Chef Adriano Baldassarre may be young, but he’s remarkably confident. He clearly enjoys spare yet strong visual elements as well as flavors. Things seem to be carefully chosen, pared down, and precise. It is also delicious (if not delicious, what would be the point of everything else?)
First, out came the lovely and delicate amuse-bouche: a black olive compote, a bite of panzanella, a beautiful flower-shaped cracker with mozzarella and anchovy (also pictured at the top of this post), and a concentrated little drop of liver. Everything was elegant and vibrant.
Next we moved on to the egg “purgatorio,” which was warm and spicy, with a runny egg lurking just below the surface. Unexpected, soothing, and (forgive the pun) quite divine. Of the entire meal, this is the dish I wouldn’t hesitate to have again (and again, and again).
I had the fish of the day, amberjack, initially hidden under Swiss chard. Simple food, carefully prepared. My poor photo, alas, does not capture the wonderful flavor!
Laura’s lamb dish came “two ways” — both delicious. One serving was with a light cumin yoghurt sauce (perhaps influenced by the chef’s time in India) and Swiss chard (again, my photo does not do it justice).

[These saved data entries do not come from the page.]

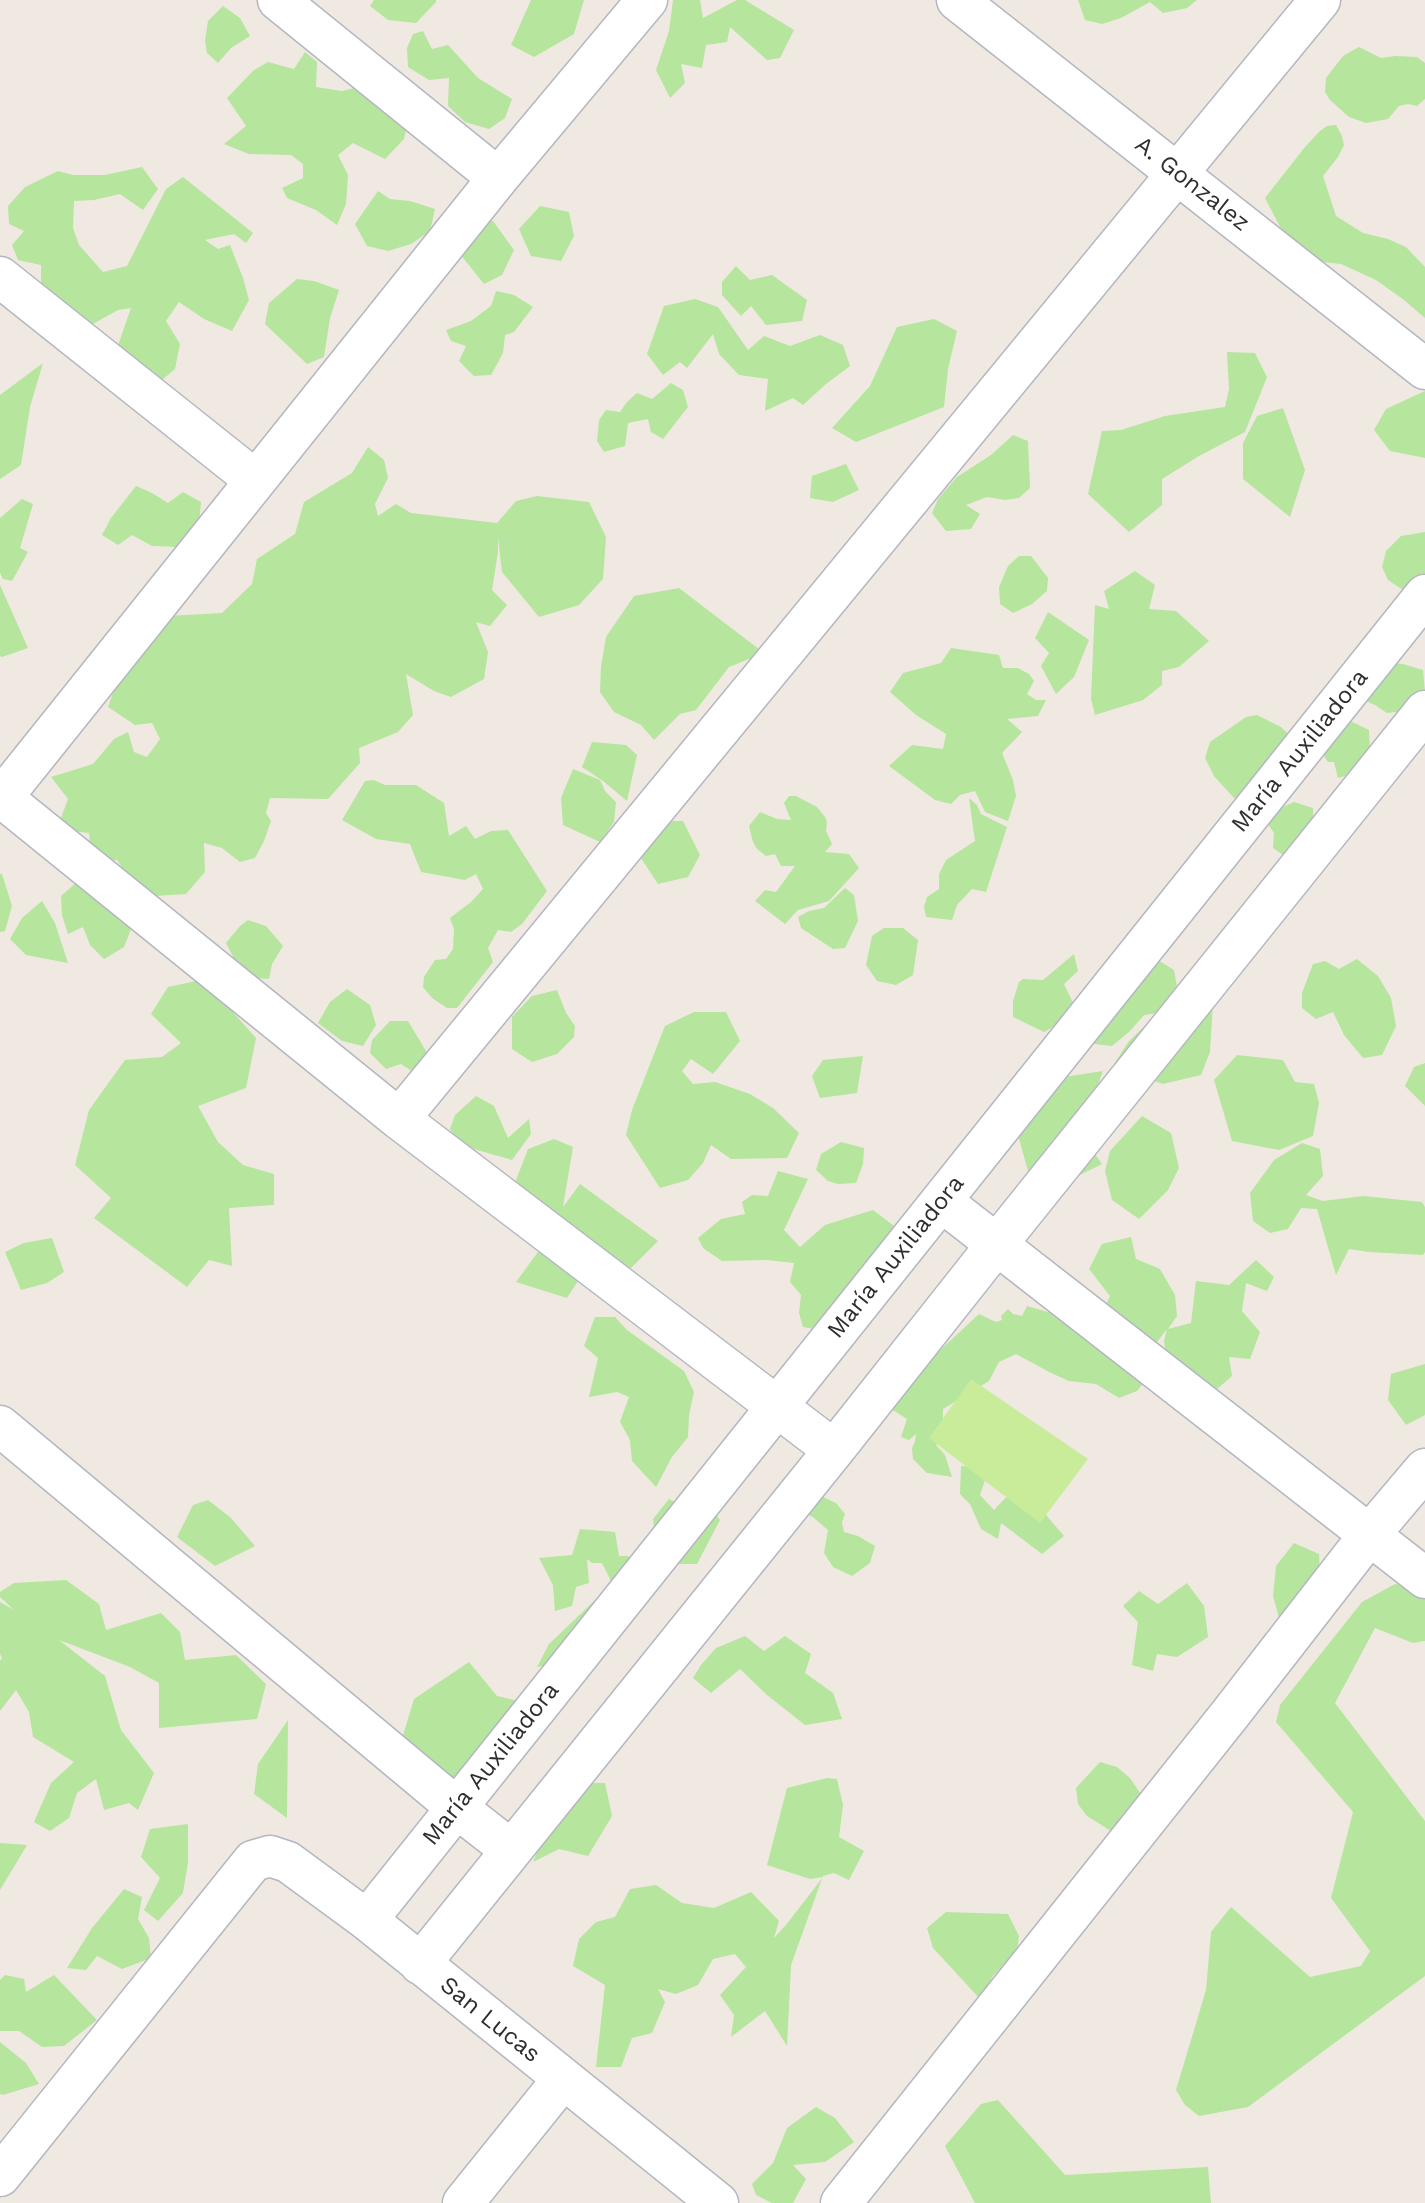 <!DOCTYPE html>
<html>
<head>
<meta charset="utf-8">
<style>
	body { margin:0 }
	canvas { display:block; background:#efe9e1 }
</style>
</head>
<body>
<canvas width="1425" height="2203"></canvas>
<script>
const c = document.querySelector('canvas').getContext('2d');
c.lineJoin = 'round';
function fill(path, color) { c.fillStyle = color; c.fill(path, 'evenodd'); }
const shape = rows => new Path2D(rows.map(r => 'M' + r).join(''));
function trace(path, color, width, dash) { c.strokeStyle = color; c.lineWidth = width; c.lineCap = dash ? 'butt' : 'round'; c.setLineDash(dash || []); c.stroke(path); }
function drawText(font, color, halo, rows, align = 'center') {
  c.font = font + ' "Work Sans",sans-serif'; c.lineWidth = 8; c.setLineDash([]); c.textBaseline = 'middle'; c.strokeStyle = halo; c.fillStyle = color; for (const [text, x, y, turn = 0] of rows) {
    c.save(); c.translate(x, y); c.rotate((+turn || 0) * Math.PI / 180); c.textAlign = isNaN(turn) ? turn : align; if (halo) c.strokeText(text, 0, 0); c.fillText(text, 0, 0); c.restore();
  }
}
fill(shape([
	[374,0,436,0,436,2,416,23,388,20,370,6],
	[531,0,584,0,574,34,534,57,511,45],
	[673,0,700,0,703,18,737,0,745,0,794,30,780,58,767,60,730,27,727,42,706,45,702,68,681,64,685,83,670,98,656,70,669,31],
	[1078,0,1197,0,1187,8,1163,13,1150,2,1121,18,1102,24,1085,20],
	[223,6,240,18,250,36,231,48,218,63,207,53,205,41,208,21],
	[423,31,432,49,448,45,478,78,512,99,505,118,489,129,465,122,448,106,449,78,429,80,408,67,407,48,413,34],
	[1359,47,1381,58,1395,56,1417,57,1425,63,1425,99,1417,106,1408,104,1399,106,1388,119,1366,123,1349,117,1330,100,1325,92,1326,78,1343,56],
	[305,52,317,62,316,87,342,91,363,86,407,126,404,139,385,159,353,143,338,155,348,175,346,204,337,225,316,210,287,198,282,188,303,178,303,164,291,155,249,154,224,144,246,126,227,98,254,70,268,62,294,69],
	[1336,125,1342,136,1344,145,1338,157,1323,176,1336,216,1363,233,1388,239,1406,247,1425,267,1425,318,1404,300,1376,280,1341,264,1313,261,1288,242,1265,198,1305,147,1320,131,1327,126],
	[142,167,158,189,143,210,120,194,94,200,74,201,73,228,79,245,103,272,127,266,166,189,183,177,253,233,246,243,234,234,205,240,218,249,230,245,243,278,249,300,232,331,204,319,179,302,166,321,180,344,175,369,150,390,115,354,131,308,118,310,91,325,41,300,41,265,18,260,12,245,24,231,9,224,8,206,25,187,58,171,73,175,105,175],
	[378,191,390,199,410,201,435,209,430,231,411,244,388,251,367,246,355,224],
	[540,206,569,212,574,236,561,261,531,256,519,229],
	[471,220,493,221,514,250,502,275,484,284,460,254],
	[736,266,750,280,772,275,807,300,802,321,766,325,751,306,741,316,722,295,722,282],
	[297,279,314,281,339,290,330,318,324,357,307,364,265,324,269,303],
	[496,291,514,295,533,307,514,332,505,335,503,353,491,375,474,376,459,361,466,346,451,341,446,330,471,321,491,306],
	[695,299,718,307,748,350,764,336,790,346,820,335,843,345,850,366,826,384,803,405,793,398,765,411,768,379,739,375,719,354,713,334,687,368,680,362,663,375,647,354,664,306],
	[934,319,957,331,948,369,944,407,856,442,832,428,870,386,897,327],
	[1227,352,1255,353,1267,377,1245,432,1199,456,1162,479,1162,505,1129,532,1088,494,1102,431,1121,430,1165,416,1225,407,1229,389],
	[43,363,30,407,21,465,0,479,0,395],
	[671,383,683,390,688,407,663,439,651,432,648,419,628,423,625,446,604,452,597,441,599,420,606,410,620,412,627,402,637,393,652,399],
	[1425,391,1425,458,1390,451,1374,430,1386,409],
	[1283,408,1305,470,1290,517,1243,479,1243,443,1257,416],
	[1013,435,1028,441,1030,488,1019,498,1005,500,987,497,966,505,980,514,971,529,946,531,932,513,938,499,957,477,991,455],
	[368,447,384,460,388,478,375,504,378,516,396,504,411,513,497,523,516,501,537,496,589,502,606,537,603,579,579,605,539,617,502,572,498,537,498,552,492,590,507,605,490,626,476,622,488,652,484,679,451,697,434,691,406,674,413,715,398,732,359,748,360,763,328,799,270,798,266,813,271,821,264,841,255,858,240,862,222,848,204,843,205,872,186,894,155,896,129,878,117,860,96,862,90,846,89,833,70,831,61,818,68,799,51,777,93,764,114,739,128,732,134,752,147,757,160,739,152,723,135,725,108,707,122,667,153,643,168,616,222,613,252,584,257,559,295,534,304,502,352,473],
	[846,464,859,490,833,502,810,498,812,476],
	[136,486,152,493,168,503,183,492,201,502,199,524,177,547,152,546,132,535,118,545,102,535,111,518],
	[22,499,33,504,20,548,28,552,12,581,3,579,0,573,0,518],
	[1425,532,1425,594,1403,590,1388,580,1382,567,1386,551,1401,536],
	[1019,556,1031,556,1048,578,1047,591,1032,604,1013,613,1000,604,999,587,1008,566],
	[1135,571,1155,585,1149,609,1176,611,1209,641,1179,667,1162,671,1162,685,1143,700,1095,715,1091,699,1095,605,1109,609,1104,591],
	[0,585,28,648,2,657,0,656],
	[679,588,764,653,729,667,696,710,680,714,654,740,641,725,614,712,600,692,601,667,606,637,634,596],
	[1048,612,1089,640,1074,677,1056,694,1041,666,1049,653,1035,638],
	[951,648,999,655,1003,668,1018,668,1029,674,1034,681,1027,694,1036,700,1046,700,1038,716,1007,719,1022,732,1002,753,1013,780,1016,796,1008,821,985,812,975,791,960,795,951,804,935,800,889,766,912,745,943,749,946,734,916,715,890,692,903,673,941,663],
	[1386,663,1403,664,1423,670,1425,692,1412,710,1387,713,1375,705,1362,699],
	[1257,715,1281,727,1297,742,1254,799,1234,798,1214,776,1205,758,1210,742,1246,717],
	[1342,717,1369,730,1370,751,1352,774,1338,778,1334,762,1328,762,1308,732],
	[592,742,626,745,637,755,627,801,603,781,582,767],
	[573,769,600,780,605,791,616,802,614,822,600,842,563,825,561,798],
	[374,780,385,785,416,785,444,803,449,836,466,826,475,839,491,831,508,830,547,891,522,924,511,932,498,930,488,948,493,962,457,1008,447,1008,432,998,423,987,424,977,435,960,446,959,453,949,454,929,450,918,471,902,483,889,476,874,465,880,421,872,410,844,376,839,342,820,365,781],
	[789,796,796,796,817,807,825,817,827,822,826,831,832,844,825,852,849,854,859,868,829,901,798,910,785,924,755,901,765,890,776,892,795,866,781,866,775,854,766,856,757,849,753,842,749,826,760,812,777,819,791,820,784,803],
	[969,798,977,805,981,814,1007,827,986,892,972,889,957,905,952,920,926,917,924,907,927,897,939,889,939,874,946,860,975,841],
	[1294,802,1313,808,1314,838,1292,861,1273,848,1274,833,1266,821,1274,811],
	[666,821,683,821,700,855,688,877,658,884,637,852],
	[0,874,2,874,12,906,5,931,0,932],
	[77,882,133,924,124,947,104,959,90,945,83,927,68,934,62,915,61,896],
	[845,888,854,895,858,921,845,948,833,949,801,928,798,917,809,911,824,908],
	[42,901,55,923,68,963,26,955,10,939,22,918],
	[248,920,266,926,283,946,272,964,269,979,254,978,239,968,226,943,240,926],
	[884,928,903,928,918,940,913,975,896,985,877,981,866,965,872,936],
	[1145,952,1174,970,1178,993,1172,1011,1144,1015,1130,1031,1112,1046,1086,1043],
	[1074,954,1078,971,1064,984,1074,1005,1060,1023,1044,1032,1013,1017,1013,1001,1019,982,1023,979,1043,980],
	[1357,959,1378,976,1391,998,1396,1026,1382,1055,1363,1058,1344,1035,1333,1012,1316,1019,1302,1008,1302,993,1313,964,1325,961,1339,969],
	[196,981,230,1009,256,1038,246,1088,198,1106,218,1142,243,1165,274,1174,274,1205,229,1208,232,1266,209,1260,187,1287,94,1218,111,1198,75,1165,89,1110,125,1060,162,1057,181,1043,151,1014,168,987],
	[347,989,370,1005,376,1025,363,1046,342,1041,318,1023,330,1002],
	[557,990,566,1013,575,1026,574,1037,557,1054,532,1062,512,1049,512,1017,532,996],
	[1213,1002,1210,1052,1201,1075,1163,1084,1145,1078,1115,1078,1114,1064,1129,1041,1153,1018],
	[694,1012,726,1012,740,1041,713,1074,691,1059,682,1071,693,1084,715,1082,750,1094,773,1108,799,1133,787,1158,731,1159,711,1145,703,1163,688,1180,660,1188,626,1135,632,1110,665,1026],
	[390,1021,408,1021,429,1056,419,1076,401,1064,386,1069,370,1053,372,1040],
	[1237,1055,1283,1060,1295,1082,1314,1084,1319,1103,1313,1136,1279,1150,1232,1141,1214,1080],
	[863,1056,857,1093,820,1098,812,1076,823,1060],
	[1425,1063,1425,1106,1405,1086,1414,1067],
	[1103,1071,1080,1133,1102,1164,1076,1177,1050,1183,1028,1171,1016,1128,1057,1078],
	[476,1096,494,1106,508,1138,529,1119,531,1134,512,1160,460,1145,450,1129,455,1115],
	[1142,1116,1171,1133,1179,1168,1168,1190,1139,1219,1112,1200,1105,1171,1110,1151],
	[554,1139,573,1147,563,1207,580,1184,658,1241,631,1268,577,1259,511,1193,528,1149],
	[841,1142,864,1148,863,1164,856,1183,838,1184,828,1181,816,1170,821,1154],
	[1302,1143,1320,1149,1323,1176,1306,1195,1323,1201,1363,1196,1422,1202,1425,1207,1425,1252,1423,1255,1369,1252,1349,1249,1336,1275,1317,1209,1301,1208,1288,1229,1270,1233,1253,1221,1250,1193,1274,1160],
	[778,1171,808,1179,784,1230,800,1247,825,1225,873,1210,910,1238,855,1337,803,1327,799,1313,801,1295,790,1282,794,1263,767,1260,722,1261,703,1248,698,1238,721,1219,745,1214,742,1202,752,1195,768,1196],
	[1131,1237,1136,1259,1160,1269,1175,1295,1177,1316,1168,1329,1191,1323,1196,1281,1229,1285,1256,1260,1274,1277,1267,1291,1246,1283,1242,1311,1260,1332,1250,1359,1229,1357,1232,1376,1200,1404,1170,1389,1164,1341,1167,1329,1141,1363,1150,1375,1137,1391,1119,1398,1096,1384,1069,1381,1051,1373,1016,1354,999,1362,989,1381,943,1409,943,1438,936,1445,945,1455,952,1477,927,1473,913,1459,912,1448,915,1442,916,1434,909,1440,901,1437,907,1419,888,1407,895,1392,979,1314,996,1322,1002,1320,1001,1316,1008,1309,1013,1314,1022,1316,1027,1306,1058,1315,1103,1311,1110,1296,1089,1269,1102,1244],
	[52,1238,64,1272,47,1283,21,1290,5,1252,24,1243],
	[538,1252,587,1267,567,1298,516,1282],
	[595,1317,615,1317,627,1330,684,1371,694,1392,689,1415,688,1437,672,1457,656,1487,632,1461,630,1440,620,1422,629,1397,617,1392,589,1397,598,1358,584,1346],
	[1425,1364,1425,1415,1406,1425,1388,1400,1391,1374],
	[961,1466,989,1468,980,1495,994,1510,1012,1491,1041,1509,1064,1536,1042,1554,1001,1523,998,1539,981,1529,970,1504,960,1494],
	[821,1496,836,1503,845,1514,842,1522,844,1532,858,1536,875,1546,870,1563,852,1576,833,1567,824,1553,828,1530,814,1518,803,1512],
	[669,1499,691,1511,708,1504,720,1520,697,1564,676,1564,655,1539,653,1519],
	[208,1500,231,1518,255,1546,215,1566,177,1537,193,1505],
	[580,1529,615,1532,619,1556,628,1556,635,1563,614,1587,602,1563,592,1563,587,1559,589,1583,576,1587,572,1606,555,1611,553,1585,539,1558,572,1555],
	[1294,1543,1319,1554,1321,1591,1281,1625,1273,1596,1276,1566],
	[66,1580,99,1604,106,1630,161,1613,180,1632,185,1660,236,1655,266,1684,257,1719,159,1728,159,1683,130,1667,59,1640,105,1676,121,1730,154,1773,138,1810,129,1803,104,1810,96,1779,77,1793,69,1818,50,1831,34,1822,51,1783,74,1762,33,1737,29,1712,16,1690,0,1711,0,1661,2,1658,0,1654,0,1602,14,1610,0,1597,0,1592,14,1583],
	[1187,1583,1204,1606,1208,1637,1177,1657,1157,1654,1153,1671,1132,1665,1138,1622,1123,1606,1139,1591,1158,1604],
	[1395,1584,1425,1589,1425,1641,1413,1643,1375,1628,1335,1703,1425,1821,1425,1976,1248,2107,1199,2116,1185,2105,1176,2090,1206,1990,1211,1932,1231,1907,1310,1977,1361,1966,1370,1951,1331,1898,1353,1812,1276,1722,1280,1705,1362,1602],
	[608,1597,617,1622,606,1653,583,1643,586,1659,537,1667,549,1644,595,1600],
	[745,1636,764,1651,785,1636,811,1654,805,1673,833,1693,842,1719,805,1725,767,1695,740,1669,711,1693,693,1678,701,1665,716,1648],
	[469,1662,497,1696,531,1704,468,1809,402,1739,414,1699],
	[288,1720,287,1818,254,1794,258,1764],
	[1100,1762,1117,1767,1130,1778,1142,1796,1127,1824,1111,1831,1087,1816,1078,1804,1076,1788],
	[827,1778,837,1779,843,1805,839,1837,864,1851,849,1880,834,1873,823,1876,791,1965,787,2046,765,2011,731,2037,734,2015,720,1995,746,1967,735,1954,713,1959,698,1985,676,1994,658,1989,665,2002,652,2033,632,2038,621,2067,596,2067,605,1985,573,1966,579,1939,596,1922,615,1917,630,1889,656,1885,682,1903,714,1908,751,1892,779,1921,774,1938,786,1925,823,1877,810,1879,767,1865,787,1788],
	[566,1783,605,1783,612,1816,588,1856,559,1849,533,1862],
	[188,1824,188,1862,183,1893,158,1921,144,1910,160,1878,141,1857,150,1829],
	[0,1843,27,1845,0,1890],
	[124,1889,142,1897,138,1919,149,1938,151,1958,122,1969,97,1956,86,1970,67,1968,92,1928],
	[946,1912,1008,1914,1019,1936,1017,1950,993,1976,980,1999,933,1948,927,1928],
	[5,1975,24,1979,26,1992,54,1975,97,2020,64,2046,42,2047,19,2031,0,2031,0,1980],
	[0,2042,26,2063,39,2084,3,2095,0,2094],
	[998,2100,1065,2175,1208,2167,1211,2203,975,2203,945,2146,981,2104],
	[816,2107,835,2118,854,2142,825,2162,793,2165,806,2179,793,2203,772,2203,756,2195,752,2184,773,2163,787,2128]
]), '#b6e59e');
fill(shape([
	[971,1379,1088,1459,1040,1523,929,1438]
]), '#c9ec9a');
const minor = shape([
	[278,0,498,178],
	[957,0,1425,369],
	[0,277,255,480],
	[0,796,399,1119,834,1450],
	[0,800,498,178,647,0],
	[399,1119,1320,0],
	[941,1201,1425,1578],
	[0,1426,456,1807,511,1850],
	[367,1920,1425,595],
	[420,1964,834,1450,997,1244,1425,711],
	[0,2176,253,1861,270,1856,288,1862,367,1920,718,2203],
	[463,2203,563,2079],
	[841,2203,1231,1713,1370,1534,1425,1469]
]);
trace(minor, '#b4b7c1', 43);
trace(minor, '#fff', 40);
drawText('24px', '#2e2e2e', '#fff', [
	["A. Gonzalez",1192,184,38],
	["María Auxiliadora",1300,751,-51],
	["María Auxiliadora",896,1257,-51],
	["María Auxiliadora",491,1764,-51],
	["San Lucas",490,2020,39]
]);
</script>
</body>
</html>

The other serving was delicately grilled, tiny lamb ribs, which one must nibble.
We shared a lovely panna cotta for dessert. This was a fine balance of substance to flavor: a lightly tangy creaminess.
And then two rounds of complimentary sweets arrived, tiny and elegant bite-sized goodies.
The entire experience is one of carefully edited, modern elegance. The atmosphere was quiet and relaxed, almost casual. The bread is excellent, and our wine pairings were wonderful. The final bill was quite reasonable for such high quality food and excellent service. Highly recommended.